Collected data
Start of Block
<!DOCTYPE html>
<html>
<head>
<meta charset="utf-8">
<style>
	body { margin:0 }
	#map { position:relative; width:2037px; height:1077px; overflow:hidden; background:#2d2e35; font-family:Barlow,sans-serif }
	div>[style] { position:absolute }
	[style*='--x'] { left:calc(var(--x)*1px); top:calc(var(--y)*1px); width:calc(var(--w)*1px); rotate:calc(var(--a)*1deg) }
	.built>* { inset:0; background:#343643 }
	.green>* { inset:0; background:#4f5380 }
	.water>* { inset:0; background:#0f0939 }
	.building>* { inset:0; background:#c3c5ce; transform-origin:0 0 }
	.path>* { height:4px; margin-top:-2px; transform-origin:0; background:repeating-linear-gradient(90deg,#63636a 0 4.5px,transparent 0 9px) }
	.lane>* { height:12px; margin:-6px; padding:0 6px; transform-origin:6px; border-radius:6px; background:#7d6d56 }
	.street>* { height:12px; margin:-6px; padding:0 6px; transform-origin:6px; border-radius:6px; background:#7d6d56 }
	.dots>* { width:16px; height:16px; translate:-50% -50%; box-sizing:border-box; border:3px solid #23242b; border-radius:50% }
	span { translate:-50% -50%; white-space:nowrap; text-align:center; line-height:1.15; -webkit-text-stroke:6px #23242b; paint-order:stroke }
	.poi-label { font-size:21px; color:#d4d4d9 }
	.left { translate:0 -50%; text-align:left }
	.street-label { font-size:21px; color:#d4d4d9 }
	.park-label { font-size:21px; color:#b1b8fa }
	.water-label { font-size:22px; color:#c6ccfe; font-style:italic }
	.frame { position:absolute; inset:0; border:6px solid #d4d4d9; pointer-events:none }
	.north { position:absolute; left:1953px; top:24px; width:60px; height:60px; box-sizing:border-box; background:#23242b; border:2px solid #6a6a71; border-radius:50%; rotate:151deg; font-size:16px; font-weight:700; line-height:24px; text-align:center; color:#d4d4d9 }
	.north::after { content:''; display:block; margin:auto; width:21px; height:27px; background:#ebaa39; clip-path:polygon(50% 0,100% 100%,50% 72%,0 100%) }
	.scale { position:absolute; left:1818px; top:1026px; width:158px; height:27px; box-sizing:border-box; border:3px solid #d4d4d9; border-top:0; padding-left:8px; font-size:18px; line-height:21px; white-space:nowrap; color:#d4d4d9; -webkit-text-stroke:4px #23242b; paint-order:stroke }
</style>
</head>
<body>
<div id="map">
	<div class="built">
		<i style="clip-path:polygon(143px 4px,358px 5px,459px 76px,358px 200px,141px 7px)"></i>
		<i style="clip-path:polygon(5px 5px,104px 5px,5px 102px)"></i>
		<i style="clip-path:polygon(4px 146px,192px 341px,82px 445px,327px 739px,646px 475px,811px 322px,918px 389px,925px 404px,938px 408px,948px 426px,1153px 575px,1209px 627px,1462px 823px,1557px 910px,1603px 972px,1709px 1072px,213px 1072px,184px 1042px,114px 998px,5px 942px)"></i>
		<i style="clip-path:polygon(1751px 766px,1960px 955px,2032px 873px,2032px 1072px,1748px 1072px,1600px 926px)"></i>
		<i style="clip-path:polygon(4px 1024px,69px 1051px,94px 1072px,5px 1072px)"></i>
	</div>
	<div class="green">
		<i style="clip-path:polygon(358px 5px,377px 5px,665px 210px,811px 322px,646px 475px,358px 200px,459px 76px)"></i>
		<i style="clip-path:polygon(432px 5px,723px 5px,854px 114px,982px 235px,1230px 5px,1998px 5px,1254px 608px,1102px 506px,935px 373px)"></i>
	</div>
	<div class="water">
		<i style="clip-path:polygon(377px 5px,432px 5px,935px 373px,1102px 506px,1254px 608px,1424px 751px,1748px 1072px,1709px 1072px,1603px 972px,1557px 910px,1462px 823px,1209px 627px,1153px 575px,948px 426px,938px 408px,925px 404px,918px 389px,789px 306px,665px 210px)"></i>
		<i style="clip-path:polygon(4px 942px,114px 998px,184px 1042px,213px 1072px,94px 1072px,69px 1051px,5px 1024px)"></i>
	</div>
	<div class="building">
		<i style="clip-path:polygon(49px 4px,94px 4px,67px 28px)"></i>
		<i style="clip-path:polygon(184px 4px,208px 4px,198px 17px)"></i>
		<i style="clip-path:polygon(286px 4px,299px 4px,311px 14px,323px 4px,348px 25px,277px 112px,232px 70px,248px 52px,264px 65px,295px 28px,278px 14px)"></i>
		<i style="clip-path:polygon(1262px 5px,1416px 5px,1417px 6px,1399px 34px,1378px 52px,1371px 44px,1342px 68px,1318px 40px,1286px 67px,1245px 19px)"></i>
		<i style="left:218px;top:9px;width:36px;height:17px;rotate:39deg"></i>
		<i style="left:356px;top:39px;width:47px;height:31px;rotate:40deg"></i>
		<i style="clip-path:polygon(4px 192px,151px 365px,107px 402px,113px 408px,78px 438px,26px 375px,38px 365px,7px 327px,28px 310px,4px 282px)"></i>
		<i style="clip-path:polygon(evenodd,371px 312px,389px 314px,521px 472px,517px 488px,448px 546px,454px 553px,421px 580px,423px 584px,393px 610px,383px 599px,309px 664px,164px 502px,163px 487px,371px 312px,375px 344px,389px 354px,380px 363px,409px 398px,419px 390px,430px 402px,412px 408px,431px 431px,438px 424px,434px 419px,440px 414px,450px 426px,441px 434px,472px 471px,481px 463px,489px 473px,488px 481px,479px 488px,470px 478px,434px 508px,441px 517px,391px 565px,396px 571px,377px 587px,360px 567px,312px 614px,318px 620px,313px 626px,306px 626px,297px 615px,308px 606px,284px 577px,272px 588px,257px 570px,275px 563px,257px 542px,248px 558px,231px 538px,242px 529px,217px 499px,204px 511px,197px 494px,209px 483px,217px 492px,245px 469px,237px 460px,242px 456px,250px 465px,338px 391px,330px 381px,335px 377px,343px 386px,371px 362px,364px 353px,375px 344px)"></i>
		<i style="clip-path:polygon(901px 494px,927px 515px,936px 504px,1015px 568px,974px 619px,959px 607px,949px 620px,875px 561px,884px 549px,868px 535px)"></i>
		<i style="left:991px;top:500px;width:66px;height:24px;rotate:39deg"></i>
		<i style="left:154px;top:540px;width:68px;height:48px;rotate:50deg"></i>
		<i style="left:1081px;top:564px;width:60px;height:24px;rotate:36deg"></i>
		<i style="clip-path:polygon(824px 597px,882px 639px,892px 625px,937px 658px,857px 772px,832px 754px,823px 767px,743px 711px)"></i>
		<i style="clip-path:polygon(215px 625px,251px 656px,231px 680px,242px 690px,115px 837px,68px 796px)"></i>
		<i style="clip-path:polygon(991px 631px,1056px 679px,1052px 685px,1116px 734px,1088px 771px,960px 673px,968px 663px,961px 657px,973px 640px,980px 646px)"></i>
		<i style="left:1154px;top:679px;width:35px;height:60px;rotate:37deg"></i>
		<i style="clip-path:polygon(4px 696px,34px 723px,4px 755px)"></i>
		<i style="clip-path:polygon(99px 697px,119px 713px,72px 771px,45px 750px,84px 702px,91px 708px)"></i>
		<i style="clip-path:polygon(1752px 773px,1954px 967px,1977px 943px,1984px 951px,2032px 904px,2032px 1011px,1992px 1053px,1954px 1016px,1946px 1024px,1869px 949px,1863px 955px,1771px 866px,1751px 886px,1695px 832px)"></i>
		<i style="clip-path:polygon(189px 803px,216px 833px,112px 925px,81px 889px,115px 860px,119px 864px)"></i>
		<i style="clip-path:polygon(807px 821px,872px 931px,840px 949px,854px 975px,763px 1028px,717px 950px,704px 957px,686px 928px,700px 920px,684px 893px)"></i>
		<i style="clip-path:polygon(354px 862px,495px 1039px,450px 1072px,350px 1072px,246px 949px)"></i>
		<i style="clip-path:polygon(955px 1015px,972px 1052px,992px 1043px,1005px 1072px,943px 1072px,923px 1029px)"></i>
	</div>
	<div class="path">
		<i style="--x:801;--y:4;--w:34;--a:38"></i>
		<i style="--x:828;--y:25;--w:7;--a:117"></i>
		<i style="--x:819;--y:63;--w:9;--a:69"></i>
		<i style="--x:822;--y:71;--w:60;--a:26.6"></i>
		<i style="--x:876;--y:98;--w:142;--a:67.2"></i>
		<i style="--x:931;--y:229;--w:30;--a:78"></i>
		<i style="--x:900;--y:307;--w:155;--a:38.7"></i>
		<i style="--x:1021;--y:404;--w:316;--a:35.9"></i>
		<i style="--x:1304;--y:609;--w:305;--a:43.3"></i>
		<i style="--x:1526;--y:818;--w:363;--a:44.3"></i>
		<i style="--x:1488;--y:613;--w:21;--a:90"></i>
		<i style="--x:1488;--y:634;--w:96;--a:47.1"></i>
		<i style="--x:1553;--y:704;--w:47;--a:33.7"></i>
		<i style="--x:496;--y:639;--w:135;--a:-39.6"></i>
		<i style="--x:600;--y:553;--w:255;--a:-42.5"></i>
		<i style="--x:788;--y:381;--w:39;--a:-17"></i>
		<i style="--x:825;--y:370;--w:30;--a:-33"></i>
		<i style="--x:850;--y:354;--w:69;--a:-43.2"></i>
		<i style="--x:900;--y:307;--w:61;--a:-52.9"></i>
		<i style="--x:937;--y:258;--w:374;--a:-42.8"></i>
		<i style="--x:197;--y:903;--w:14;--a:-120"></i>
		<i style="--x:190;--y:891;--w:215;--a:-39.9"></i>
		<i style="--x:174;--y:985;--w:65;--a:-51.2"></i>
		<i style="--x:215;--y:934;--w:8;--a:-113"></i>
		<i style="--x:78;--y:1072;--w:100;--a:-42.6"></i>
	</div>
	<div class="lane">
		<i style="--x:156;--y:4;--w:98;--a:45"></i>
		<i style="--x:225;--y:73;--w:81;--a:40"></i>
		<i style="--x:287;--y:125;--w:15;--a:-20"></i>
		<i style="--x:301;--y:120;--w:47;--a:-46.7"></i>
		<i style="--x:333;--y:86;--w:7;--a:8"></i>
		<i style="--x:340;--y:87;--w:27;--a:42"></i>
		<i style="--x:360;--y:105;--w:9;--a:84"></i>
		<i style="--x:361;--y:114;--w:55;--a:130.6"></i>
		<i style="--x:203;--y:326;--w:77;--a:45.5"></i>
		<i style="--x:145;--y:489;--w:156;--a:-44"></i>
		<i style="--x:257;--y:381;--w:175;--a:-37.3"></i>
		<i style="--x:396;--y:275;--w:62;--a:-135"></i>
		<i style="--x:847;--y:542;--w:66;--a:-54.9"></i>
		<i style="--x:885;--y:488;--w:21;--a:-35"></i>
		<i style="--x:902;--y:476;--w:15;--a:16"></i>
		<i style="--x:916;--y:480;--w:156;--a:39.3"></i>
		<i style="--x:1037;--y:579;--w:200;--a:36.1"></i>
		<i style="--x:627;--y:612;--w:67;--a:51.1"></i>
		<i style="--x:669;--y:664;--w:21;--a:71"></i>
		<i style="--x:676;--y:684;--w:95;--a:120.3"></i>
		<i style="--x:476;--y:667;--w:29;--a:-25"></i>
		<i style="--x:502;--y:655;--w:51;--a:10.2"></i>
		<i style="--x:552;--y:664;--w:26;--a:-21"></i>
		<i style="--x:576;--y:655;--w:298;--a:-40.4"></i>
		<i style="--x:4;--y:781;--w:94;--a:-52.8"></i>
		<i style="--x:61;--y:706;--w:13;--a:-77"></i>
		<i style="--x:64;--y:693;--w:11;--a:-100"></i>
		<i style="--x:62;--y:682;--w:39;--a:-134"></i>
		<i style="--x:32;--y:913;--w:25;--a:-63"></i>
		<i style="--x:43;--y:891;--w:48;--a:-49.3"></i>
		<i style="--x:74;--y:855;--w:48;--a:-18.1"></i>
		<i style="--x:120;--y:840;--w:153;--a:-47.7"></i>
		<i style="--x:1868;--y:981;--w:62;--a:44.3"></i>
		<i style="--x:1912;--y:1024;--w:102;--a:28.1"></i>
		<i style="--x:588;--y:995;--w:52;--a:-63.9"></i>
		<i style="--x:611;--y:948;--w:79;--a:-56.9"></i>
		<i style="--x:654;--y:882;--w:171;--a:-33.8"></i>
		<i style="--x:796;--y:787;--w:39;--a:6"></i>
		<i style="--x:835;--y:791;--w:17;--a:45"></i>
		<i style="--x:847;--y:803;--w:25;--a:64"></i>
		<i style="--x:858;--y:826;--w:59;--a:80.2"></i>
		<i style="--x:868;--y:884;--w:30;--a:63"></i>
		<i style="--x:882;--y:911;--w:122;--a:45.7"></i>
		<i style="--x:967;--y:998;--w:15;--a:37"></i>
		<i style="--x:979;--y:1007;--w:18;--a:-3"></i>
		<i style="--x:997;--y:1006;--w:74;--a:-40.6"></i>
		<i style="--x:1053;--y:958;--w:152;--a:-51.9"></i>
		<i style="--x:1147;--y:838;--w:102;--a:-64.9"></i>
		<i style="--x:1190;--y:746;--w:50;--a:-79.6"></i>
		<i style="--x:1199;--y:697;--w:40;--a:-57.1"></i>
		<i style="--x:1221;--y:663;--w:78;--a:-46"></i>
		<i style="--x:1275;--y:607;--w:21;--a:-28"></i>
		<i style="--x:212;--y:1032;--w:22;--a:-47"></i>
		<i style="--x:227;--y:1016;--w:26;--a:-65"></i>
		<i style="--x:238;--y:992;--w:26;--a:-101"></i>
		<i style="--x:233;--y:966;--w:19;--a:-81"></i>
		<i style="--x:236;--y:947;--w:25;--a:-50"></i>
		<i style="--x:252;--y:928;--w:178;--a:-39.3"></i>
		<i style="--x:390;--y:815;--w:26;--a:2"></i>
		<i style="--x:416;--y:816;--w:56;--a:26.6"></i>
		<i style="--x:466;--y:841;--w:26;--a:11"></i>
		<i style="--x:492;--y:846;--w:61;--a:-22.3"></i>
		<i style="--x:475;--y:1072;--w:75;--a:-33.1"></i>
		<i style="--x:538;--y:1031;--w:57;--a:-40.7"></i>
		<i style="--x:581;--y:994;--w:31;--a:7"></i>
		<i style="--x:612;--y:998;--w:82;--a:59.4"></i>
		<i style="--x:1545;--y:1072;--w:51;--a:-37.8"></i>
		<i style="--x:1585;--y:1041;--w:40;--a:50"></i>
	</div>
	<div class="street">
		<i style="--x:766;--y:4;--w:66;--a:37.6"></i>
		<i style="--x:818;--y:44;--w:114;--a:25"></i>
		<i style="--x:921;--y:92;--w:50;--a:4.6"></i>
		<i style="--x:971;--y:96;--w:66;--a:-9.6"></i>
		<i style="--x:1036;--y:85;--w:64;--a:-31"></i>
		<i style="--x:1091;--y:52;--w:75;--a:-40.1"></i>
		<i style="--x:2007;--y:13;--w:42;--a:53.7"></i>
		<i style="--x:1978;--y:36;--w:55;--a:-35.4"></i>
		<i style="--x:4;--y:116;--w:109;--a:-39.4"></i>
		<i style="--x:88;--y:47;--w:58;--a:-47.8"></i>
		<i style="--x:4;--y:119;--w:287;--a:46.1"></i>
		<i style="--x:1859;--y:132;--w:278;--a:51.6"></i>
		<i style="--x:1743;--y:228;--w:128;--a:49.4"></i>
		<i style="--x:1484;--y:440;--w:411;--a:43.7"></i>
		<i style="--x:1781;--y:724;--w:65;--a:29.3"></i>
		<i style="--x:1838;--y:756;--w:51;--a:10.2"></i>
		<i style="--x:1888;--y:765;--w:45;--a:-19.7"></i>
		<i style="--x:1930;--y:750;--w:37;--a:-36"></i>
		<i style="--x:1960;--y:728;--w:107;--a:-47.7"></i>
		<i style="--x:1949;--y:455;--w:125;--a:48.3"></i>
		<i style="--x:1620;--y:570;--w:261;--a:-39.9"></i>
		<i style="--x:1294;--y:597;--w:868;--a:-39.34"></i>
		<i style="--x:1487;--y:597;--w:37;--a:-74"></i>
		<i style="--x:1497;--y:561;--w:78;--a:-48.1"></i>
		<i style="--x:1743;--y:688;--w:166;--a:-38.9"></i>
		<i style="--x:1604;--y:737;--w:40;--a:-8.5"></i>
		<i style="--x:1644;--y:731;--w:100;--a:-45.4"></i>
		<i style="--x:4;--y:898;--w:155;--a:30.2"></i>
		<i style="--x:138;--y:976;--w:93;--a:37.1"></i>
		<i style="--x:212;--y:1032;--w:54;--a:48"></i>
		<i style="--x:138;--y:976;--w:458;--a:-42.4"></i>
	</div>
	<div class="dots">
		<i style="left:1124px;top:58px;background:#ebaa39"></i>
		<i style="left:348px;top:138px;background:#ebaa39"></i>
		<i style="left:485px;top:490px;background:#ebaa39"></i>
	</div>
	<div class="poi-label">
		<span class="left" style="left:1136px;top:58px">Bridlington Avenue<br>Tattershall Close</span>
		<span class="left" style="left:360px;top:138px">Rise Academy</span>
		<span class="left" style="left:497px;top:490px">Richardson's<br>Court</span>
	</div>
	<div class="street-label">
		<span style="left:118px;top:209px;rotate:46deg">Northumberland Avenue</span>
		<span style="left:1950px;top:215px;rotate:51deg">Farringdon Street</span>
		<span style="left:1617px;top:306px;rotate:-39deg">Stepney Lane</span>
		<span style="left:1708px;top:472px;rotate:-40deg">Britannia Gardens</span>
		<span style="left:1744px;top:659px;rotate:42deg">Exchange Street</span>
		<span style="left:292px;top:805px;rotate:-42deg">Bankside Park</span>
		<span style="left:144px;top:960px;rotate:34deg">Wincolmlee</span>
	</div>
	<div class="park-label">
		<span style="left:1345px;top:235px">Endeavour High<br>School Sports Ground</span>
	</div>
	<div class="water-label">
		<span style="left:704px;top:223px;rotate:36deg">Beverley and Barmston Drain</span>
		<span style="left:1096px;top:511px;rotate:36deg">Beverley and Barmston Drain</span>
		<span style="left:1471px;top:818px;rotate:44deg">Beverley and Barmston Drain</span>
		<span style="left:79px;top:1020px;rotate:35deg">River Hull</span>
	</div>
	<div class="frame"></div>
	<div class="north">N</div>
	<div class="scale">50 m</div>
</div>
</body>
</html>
End of Block
[REQUIREMENT]: Give back, exactly as written, the stretch from the line with "inset:0; background:#c3c5ce; transform-origin:0" through the line with "position:absolute; inset:0; border:6px", and no other lines from the records above.

[ANSWER SECTION]:
	.building>* { inset:0; background:#c3c5ce; transform-origin:0 0 }
	.path>* { height:4px; margin-top:-2px; transform-origin:0; background:repeating-linear-gradient(90deg,#63636a 0 4.5px,transparent 0 9px) }
	.lane>* { height:12px; margin:-6px; padding:0 6px; transform-origin:6px; border-radius:6px; background:#7d6d56 }
	.street>* { height:12px; margin:-6px; padding:0 6px; transform-origin:6px; border-radius:6px; background:#7d6d56 }
	.dots>* { width:16px; height:16px; translate:-50% -50%; box-sizing:border-box; border:3px solid #23242b; border-radius:50% }
	span { translate:-50% -50%; white-space:nowrap; text-align:center; line-height:1.15; -webkit-text-stroke:6px #23242b; paint-order:stroke }
	.poi-label { font-size:21px; color:#d4d4d9 }
	.left { translate:0 -50%; text-align:left }
	.street-label { font-size:21px; color:#d4d4d9 }
	.park-label { font-size:21px; color:#b1b8fa }
	.water-label { font-size:22px; color:#c6ccfe; font-style:italic }
	.frame { position:absolute; inset:0; border:6px solid #d4d4d9; pointer-events:none }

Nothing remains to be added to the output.